— TASK BRIEF —
Track down each line below containing the string "dasharray" and copy it.
• • • • • • •
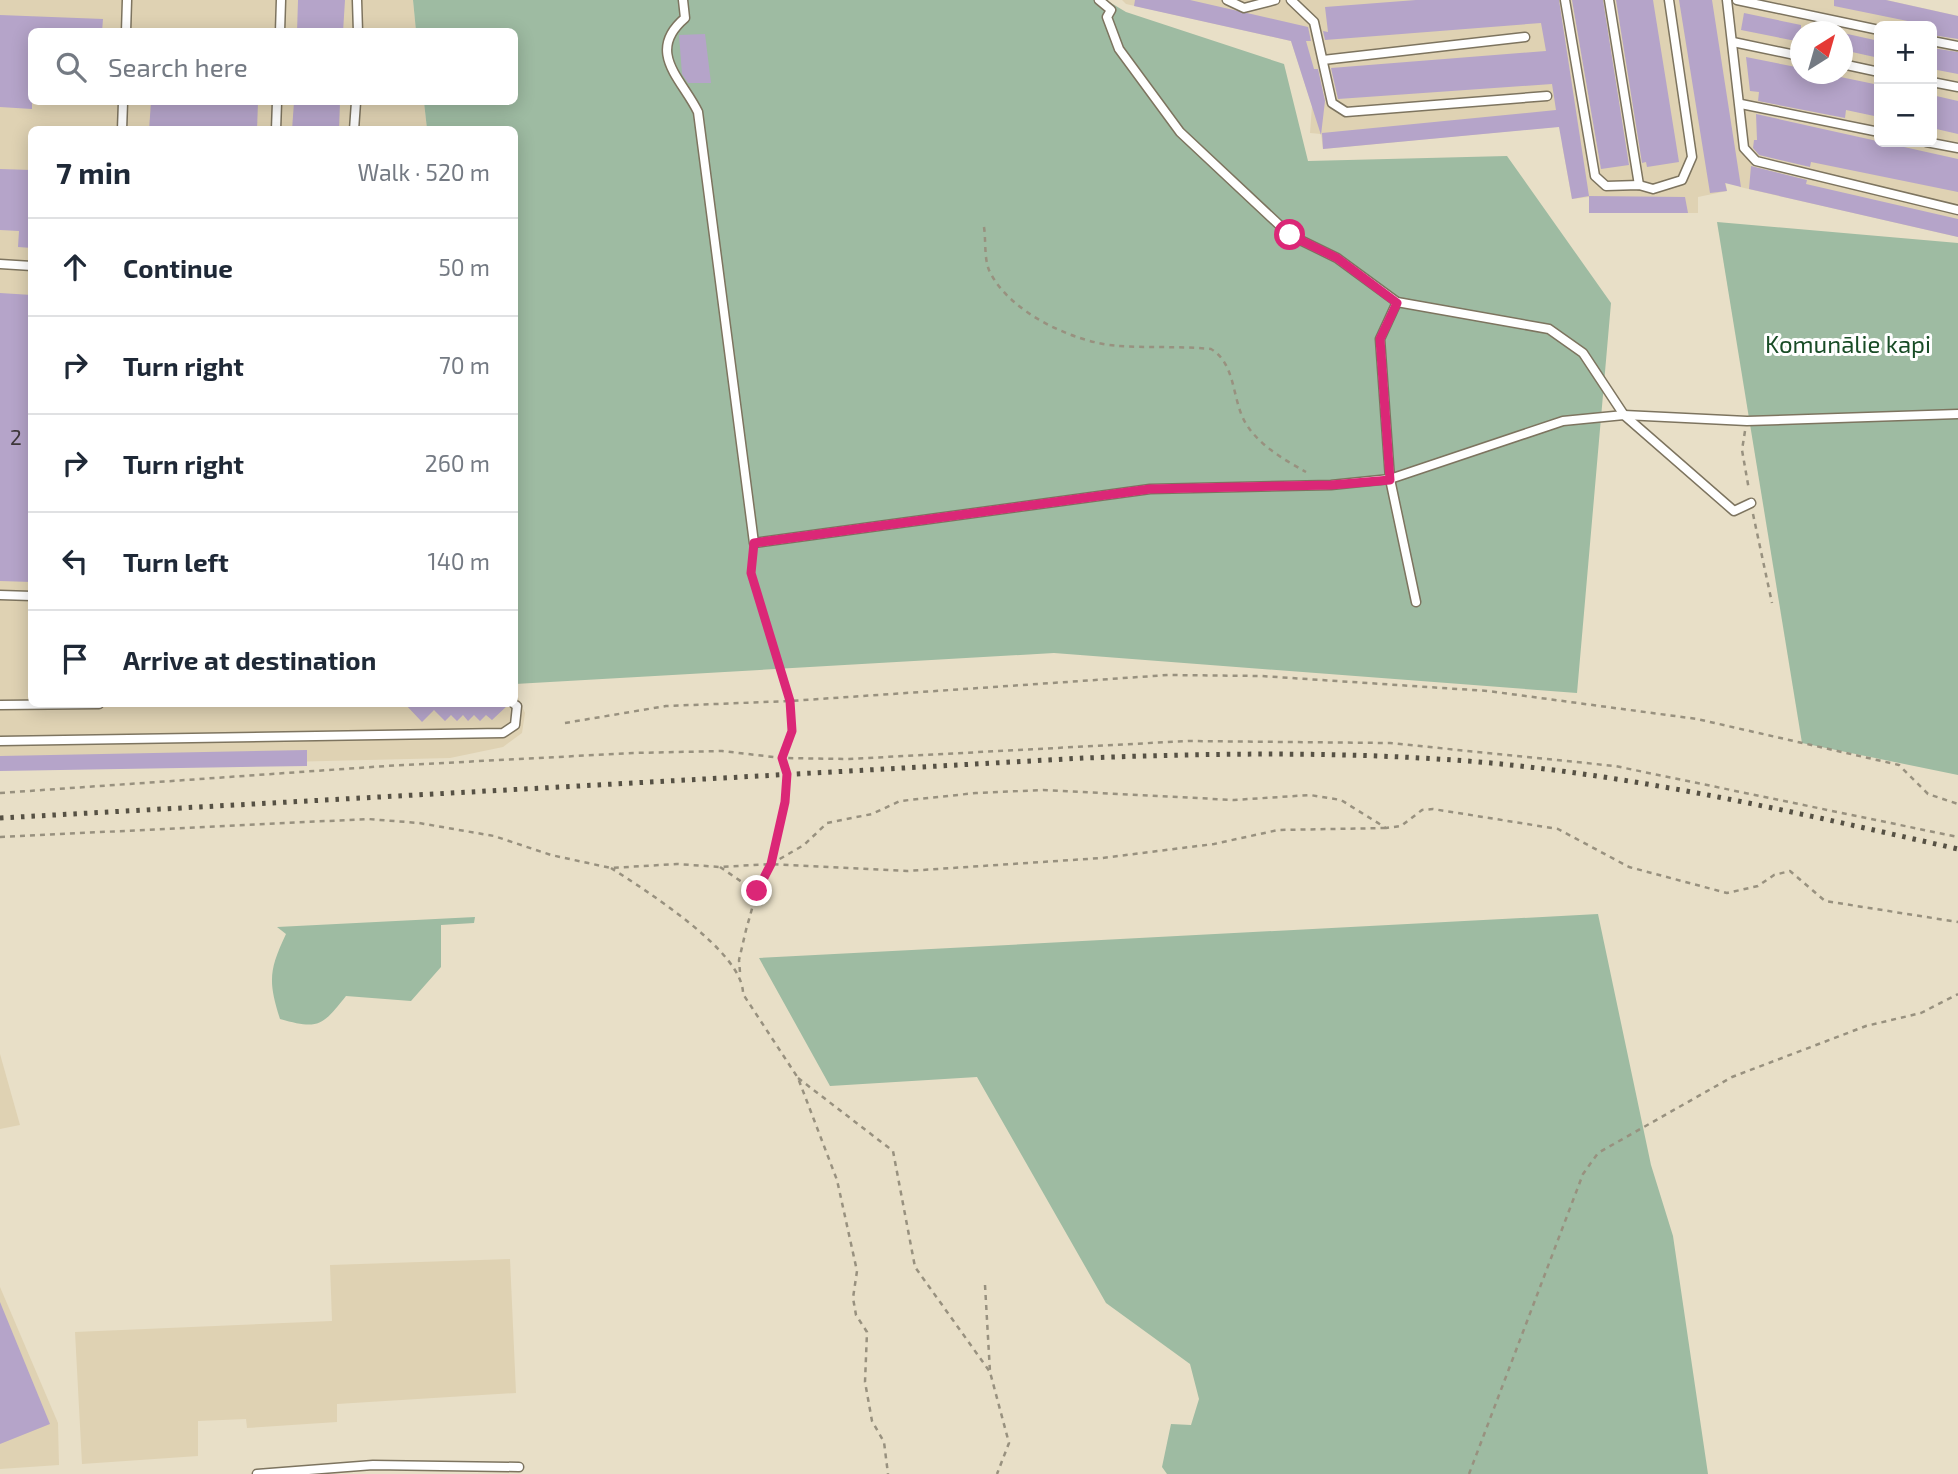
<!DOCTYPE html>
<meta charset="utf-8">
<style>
:root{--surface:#fff;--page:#f6f6f7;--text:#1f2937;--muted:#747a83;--line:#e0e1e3}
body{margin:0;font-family:"Exo 2",sans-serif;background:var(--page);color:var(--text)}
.controls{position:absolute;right:21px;top:21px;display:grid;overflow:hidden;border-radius:10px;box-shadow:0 4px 18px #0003}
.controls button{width:63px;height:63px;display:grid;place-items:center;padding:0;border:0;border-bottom:2px solid var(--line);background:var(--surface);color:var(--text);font:35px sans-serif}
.compass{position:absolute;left:1790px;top:21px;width:63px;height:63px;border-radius:50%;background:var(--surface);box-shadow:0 4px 18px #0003;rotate:37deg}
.stop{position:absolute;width:21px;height:21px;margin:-16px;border:5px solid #db2777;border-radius:50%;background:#fff}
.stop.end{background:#db2777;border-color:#fff;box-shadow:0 2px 7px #0008}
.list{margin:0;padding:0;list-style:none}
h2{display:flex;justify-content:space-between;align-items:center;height:91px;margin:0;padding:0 28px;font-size:30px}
h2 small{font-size:23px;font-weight:400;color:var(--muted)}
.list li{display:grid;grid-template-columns:46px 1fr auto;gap:21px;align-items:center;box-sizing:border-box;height:98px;padding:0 28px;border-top:2px solid var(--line)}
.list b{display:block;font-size:26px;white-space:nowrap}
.list em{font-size:23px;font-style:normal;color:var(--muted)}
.icon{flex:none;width:38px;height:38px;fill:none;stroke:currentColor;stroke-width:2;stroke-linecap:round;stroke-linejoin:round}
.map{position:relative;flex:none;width:1958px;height:1474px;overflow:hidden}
.search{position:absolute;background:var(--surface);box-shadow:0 4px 18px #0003;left:28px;top:28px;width:490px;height:77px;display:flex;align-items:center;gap:18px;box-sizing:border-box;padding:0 24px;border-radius:10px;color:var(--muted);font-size:26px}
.panel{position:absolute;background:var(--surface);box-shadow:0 4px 18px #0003;left:28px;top:126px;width:490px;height:581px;border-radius:10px}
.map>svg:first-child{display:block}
.built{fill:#dfd2b3;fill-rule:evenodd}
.green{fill:#9ebba2}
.building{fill:#b5a4c9}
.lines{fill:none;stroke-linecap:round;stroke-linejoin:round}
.lane-casing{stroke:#7d745f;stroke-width:11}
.path{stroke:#98917f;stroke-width:2.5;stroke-dasharray:5 5;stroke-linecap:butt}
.lane{stroke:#fff;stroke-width:8}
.rail{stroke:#565144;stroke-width:5;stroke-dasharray:3.5 7;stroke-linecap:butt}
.route{stroke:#db2777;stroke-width:9}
.labels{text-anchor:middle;stroke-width:6;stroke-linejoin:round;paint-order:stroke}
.number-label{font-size:21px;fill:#3e373a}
.park-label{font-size:24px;fill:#184c26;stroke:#fff}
</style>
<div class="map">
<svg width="1958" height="1474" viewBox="0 0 1958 1474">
<rect width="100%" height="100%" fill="#e8dfc7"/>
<g class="built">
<polygon points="0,0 413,0 416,31 32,32 32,102 424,102 427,129 32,130 32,704 514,704 515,690 525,713 522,733 503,747 450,758 0,769"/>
<path d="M1122,0H1886L1958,16V237L1740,187L1724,173L1727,191L1698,197V213H1589V197L1572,199L1562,144L1565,126L1323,149L1321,134L1310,133L1312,106L1291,41L1126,4ZM1879,26H1932V142H1879ZM1800,32H1842V74H1800Z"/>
<polygon points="0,1054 20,1125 0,1129"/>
<polygon points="510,1259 516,1393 337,1404 337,1422 247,1428 246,1419 198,1421 198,1456 82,1464 75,1332 332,1321 330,1265"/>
<polygon points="0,1287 58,1423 59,1465 0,1469"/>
</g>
<g class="green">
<polygon points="413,0 1106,0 1126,12 1284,64 1308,161 1507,156 1611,303 1577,693 1054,653 515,684 514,130 427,129 424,102 514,102 514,32 416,31"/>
<polygon points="1717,222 1958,243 1958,775 1802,743"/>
<polygon points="1598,914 1651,1165 1673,1236 1708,1474 1167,1474 1162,1467 1171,1424 1191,1425 1199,1399 1190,1364 1106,1303 977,1077 830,1086 759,958"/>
<path d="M475,917L474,923L441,925V967L411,1001L346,996C322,1026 319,1030 280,1019C268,981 269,970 286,934L277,927Z"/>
</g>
<g class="building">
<polygon points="298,0 345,0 343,32 297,32"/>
<polygon points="1135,0 1190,0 1308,27 1311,41 1306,41 1314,69 1318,69 1325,101 1321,135 1291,41 1134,6"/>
<polygon points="1416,0 1559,0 1589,196 1572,199 1559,127 1323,149 1322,133 1556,110 1552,84 1338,99 1331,68 1546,51 1541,23 1325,40 1323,31 1328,32 1325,7"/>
<polygon points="1572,0 1603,0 1629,165 1601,169"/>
<polygon points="1616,0 1653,0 1679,162 1647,167 1646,162 1642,163"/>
<polygon points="1679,0 1712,0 1741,187 1725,183 1727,191 1710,193"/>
<polygon points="1834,0 1886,0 1958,16 1958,39 1932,35 1932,26 1834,6"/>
<polygon points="1744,13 1801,25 1801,42 1741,30"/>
<polygon points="0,15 103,19 102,32 32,32 32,109 0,107"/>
<polygon points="1843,33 1879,41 1879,58 1843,50"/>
<polygon points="705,34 711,83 688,83 682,74 679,35"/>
<polygon points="1932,48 1958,52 1958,74 1932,69"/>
<polygon points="1746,57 1801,68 1801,74 1826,74 1879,85 1879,117 1846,110 1845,118 1758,101 1759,92 1750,91"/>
<polygon points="1932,95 1958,101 1958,134 1932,128"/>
<polygon points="151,102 258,102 257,130 149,130"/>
<polygon points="294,102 340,102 339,130 292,130"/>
<polygon points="1756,114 1958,159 1958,192 1811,162 1810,167 1759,155 1753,148 1754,140 1757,140"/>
<polygon points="1751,166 1807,180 1806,184 1958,219 1958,237 1749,189"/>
<polygon points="0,169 32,170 32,248 18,247 19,231 0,230"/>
<polygon points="1589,196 1685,197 1688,213 1589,213"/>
<polygon points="0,293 32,295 32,582 0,581"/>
<polygon points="405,704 508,704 508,705 492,720 486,715 480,721 474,715 468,721 463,715 457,721 451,715 445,721 434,710 422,722"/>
<polygon points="307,750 307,766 0,771 0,756"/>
<polygon points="0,1302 50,1424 0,1444"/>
</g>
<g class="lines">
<g class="lane-casing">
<g id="lane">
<polyline points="357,0 358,32"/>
<path d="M683,0L685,18C645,52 682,79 698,112L754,543L1150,489L1331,485L1390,479L1563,421L1624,415L1747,421L1958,414"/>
<polyline points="1099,0 1111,10 1107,17 1119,49 1180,132 1290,235 1337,258 1397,302 1549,329 1583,353 1624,415 1734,511 1751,503"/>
<polyline points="1227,0 1244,8 1275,0"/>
<polyline points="1291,0 1314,22 1332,103 1346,112 1547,96"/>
<polyline points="1565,0 1595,176 1606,186 1639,185 1653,189 1682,180 1692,157 1669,0"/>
<polyline points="1609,0 1639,185"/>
<polyline points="1727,0 1744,148 1756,161 1958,210"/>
<polyline points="1737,0 1879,30"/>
<polyline points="126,32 127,0"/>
<polyline points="280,32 281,0"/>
<polyline points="1932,41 1958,46"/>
<polyline points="1733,42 1800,56"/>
<polyline points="1323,60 1525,37"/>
<polyline points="1842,64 1879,72"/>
<polyline points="1932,82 1958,87"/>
<polyline points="1741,104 1879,132"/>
<polyline points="122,130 123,102"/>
<polyline points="276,130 277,102"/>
<polyline points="354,130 356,102"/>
<polyline points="1926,142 1958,148"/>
<polyline points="0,264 32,266"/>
<polyline points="1397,302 1380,339 1390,479 1416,602"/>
<polyline points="0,595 32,596"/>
<polyline points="0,705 99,704"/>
<polyline points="0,741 503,733 515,725 517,706 514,704"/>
<polyline points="257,1474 373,1465 519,1467"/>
</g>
</g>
<g class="path">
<path d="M984,227C986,240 984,258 989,270C1008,312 1074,343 1119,346C1149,348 1180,346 1211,349C1234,363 1232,392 1242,416C1253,442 1283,459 1306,472"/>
<polyline points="1745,431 1742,450 1749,490"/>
<polyline points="1753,514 1772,603"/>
<polyline points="565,723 666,706 790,701 1168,675 1261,676 1488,691 1697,719 1899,765 1928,794 1958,804"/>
<polyline points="0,793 386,766 633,753 722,751 782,758 848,759 1188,741 1390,743 1615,766 1958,837"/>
<polyline points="0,837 368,819 419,823 494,836 551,855 611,868 677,864 720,867 771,864 907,871 1102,858 1214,844 1278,830 1386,828"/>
<polyline points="771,864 804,845 827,823 872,814 900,801 976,793 1043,790 1234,800 1310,795 1341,800 1386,828 1401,826 1422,810 1433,809 1558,829 1629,867 1727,893 1758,886 1774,875 1790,871 1825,901 1958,922"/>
<polyline points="720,867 755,891"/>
<path d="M611,868C645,890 744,952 743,994L798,1078L837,1180L857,1271L853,1298L856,1315L867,1332L865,1382L872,1421L884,1442L888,1474"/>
<polyline points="740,972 739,960 746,930 757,891 771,864 785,801 787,774 782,758 792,731 790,701 751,573 753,553"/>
<polyline points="798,1078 893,1151 915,1267 990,1372"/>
<polyline points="985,1285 990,1372 1009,1443 997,1474"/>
<polyline points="1469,1474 1583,1174 1598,1153 1732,1077 1866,1026 1921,1013 1958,994"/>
</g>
<use href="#lane" class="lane"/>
<path class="rail" d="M0,818L1084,758C1220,753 1355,751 1491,763C1649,778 1803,814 1958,849"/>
</g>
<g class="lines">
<polyline class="route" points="757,891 771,864 785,802 787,774 782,758 792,731 790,701 751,573 754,543 1150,489 1331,485 1390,480 1380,339 1397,303 1337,258 1290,235"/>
</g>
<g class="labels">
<g class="number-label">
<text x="16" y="445">2</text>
</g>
<g class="park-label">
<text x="1848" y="353">Komunālie kapi</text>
</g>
</g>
</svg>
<div class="controls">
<button>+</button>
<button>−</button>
</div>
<svg class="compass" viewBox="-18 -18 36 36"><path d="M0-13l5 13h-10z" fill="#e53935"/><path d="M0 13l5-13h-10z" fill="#747a83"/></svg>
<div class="stop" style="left:1290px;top:235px"></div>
<div class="stop end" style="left:757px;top:891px"></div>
<div class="search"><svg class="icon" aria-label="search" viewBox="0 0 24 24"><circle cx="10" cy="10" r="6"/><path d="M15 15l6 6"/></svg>Search here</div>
<section class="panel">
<h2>7 min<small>Walk · 520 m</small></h2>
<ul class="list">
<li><svg class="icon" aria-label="ahead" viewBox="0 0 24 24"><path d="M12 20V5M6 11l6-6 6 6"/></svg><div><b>Continue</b></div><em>50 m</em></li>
<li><svg class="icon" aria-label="right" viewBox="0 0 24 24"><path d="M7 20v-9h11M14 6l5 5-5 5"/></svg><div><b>Turn right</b></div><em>70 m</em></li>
<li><svg class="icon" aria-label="right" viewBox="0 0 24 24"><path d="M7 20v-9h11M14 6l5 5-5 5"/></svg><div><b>Turn right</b></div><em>260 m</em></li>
<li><svg class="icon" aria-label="left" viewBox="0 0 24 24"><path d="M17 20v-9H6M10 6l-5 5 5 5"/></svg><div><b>Turn left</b></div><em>140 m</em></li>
<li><svg class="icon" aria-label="arrive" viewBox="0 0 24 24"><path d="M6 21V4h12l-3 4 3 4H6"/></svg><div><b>Arrive at destination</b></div></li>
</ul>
</section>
</div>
• • • • • • •
— TASK ANSWER —
.path{stroke:#98917f;stroke-width:2.5;stroke-dasharray:5 5;stroke-linecap:butt}
.rail{stroke:#565144;stroke-width:5;stroke-dasharray:3.5 7;stroke-linecap:butt}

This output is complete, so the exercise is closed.